→ Saved data entries
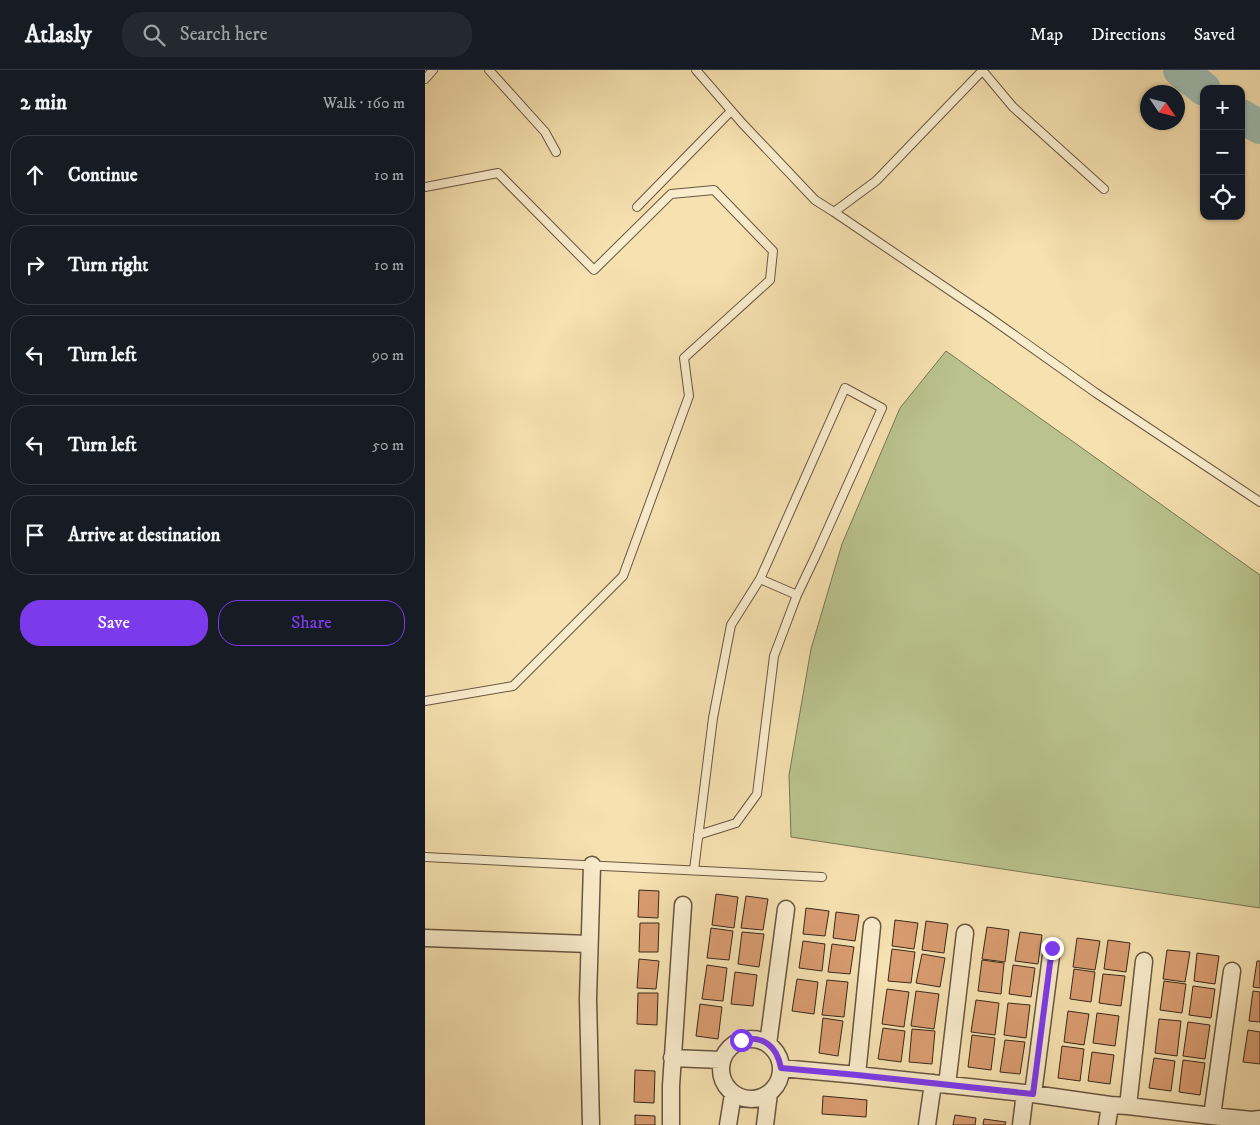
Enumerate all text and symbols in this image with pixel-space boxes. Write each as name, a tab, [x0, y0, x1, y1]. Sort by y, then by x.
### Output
search box	[122, 12, 472, 57]
text: Atlasly	[25, 20, 92, 50]
icon: search	[140, 21, 168, 49]
text: Search here	[180, 23, 268, 46]
text: Map	[1030, 24, 1063, 46]
text: Directions	[1091, 24, 1166, 46]
text: Saved	[1194, 24, 1235, 46]
north arrow	[1140, 85, 1185, 130]
map controls	[1200, 85, 1245, 220]
button: +	[1200, 85, 1245, 130]
text: 2 min	[20, 90, 67, 116]
text: Walk · 160 m	[323, 93, 405, 113]
button: −	[1200, 130, 1245, 175]
icon: ahead	[21, 161, 49, 189]
text: Continue	[68, 164, 138, 187]
text: 10 m	[374, 165, 404, 185]
button: locate	[1200, 175, 1245, 220]
icon: right	[21, 251, 49, 279]
text: Turn right	[68, 254, 148, 277]
text: 10 m	[374, 255, 404, 275]
icon: left	[21, 341, 49, 369]
text: Turn left	[68, 344, 137, 367]
text: 90 m	[372, 345, 404, 365]
icon: left	[21, 431, 49, 459]
text: Turn left	[68, 434, 137, 457]
text: 50 m	[372, 435, 404, 455]
icon: arrive	[21, 521, 49, 549]
text: Arrive at destination	[68, 524, 220, 547]
button: Save	[20, 600, 208, 646]
button: Share	[218, 600, 405, 646]
route end	[1041, 937, 1064, 960]
route start	[730, 1029, 753, 1052]

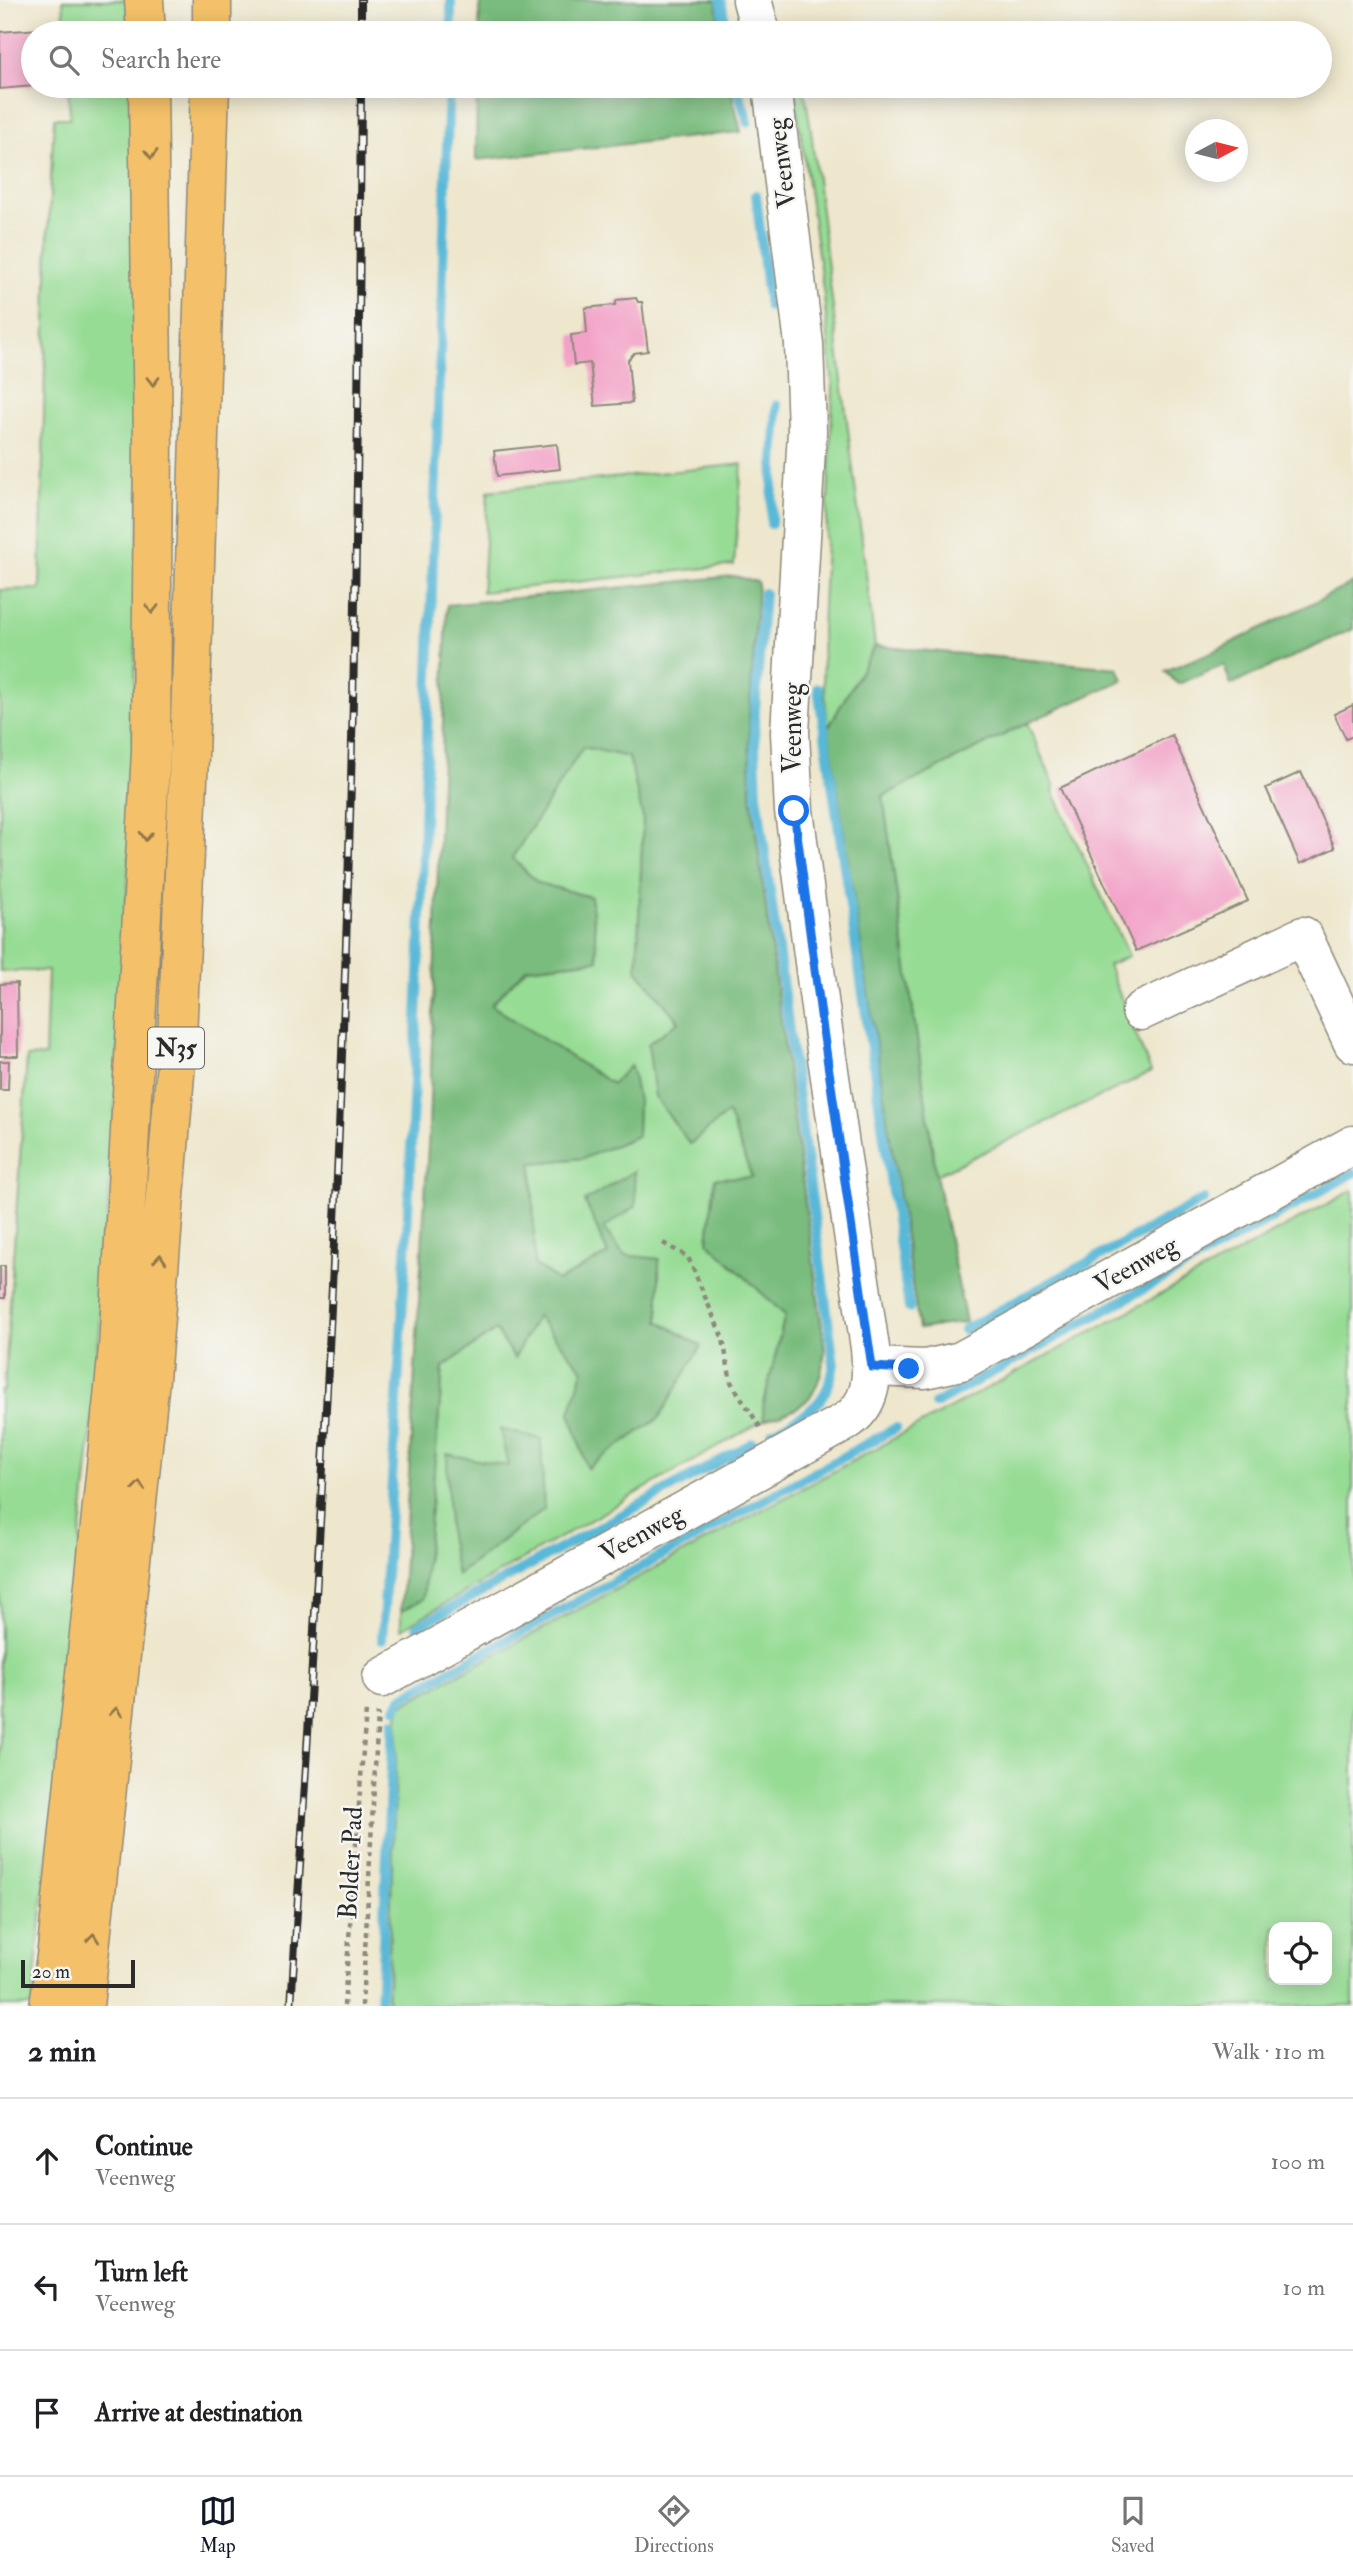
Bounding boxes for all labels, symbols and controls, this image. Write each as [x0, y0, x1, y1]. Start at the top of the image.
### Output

→ PROBLEM DESCRIPTION
Copy, character for character, the lines from the line that holds "Bounding boxes for" through the final line of the records above.

→ OUTPUT OF THE EXERCISE
Bounding boxes for all labels, symbols and controls, this image. Write each as [x0, y0, x1, y1]. Start at the top of the image.
### Output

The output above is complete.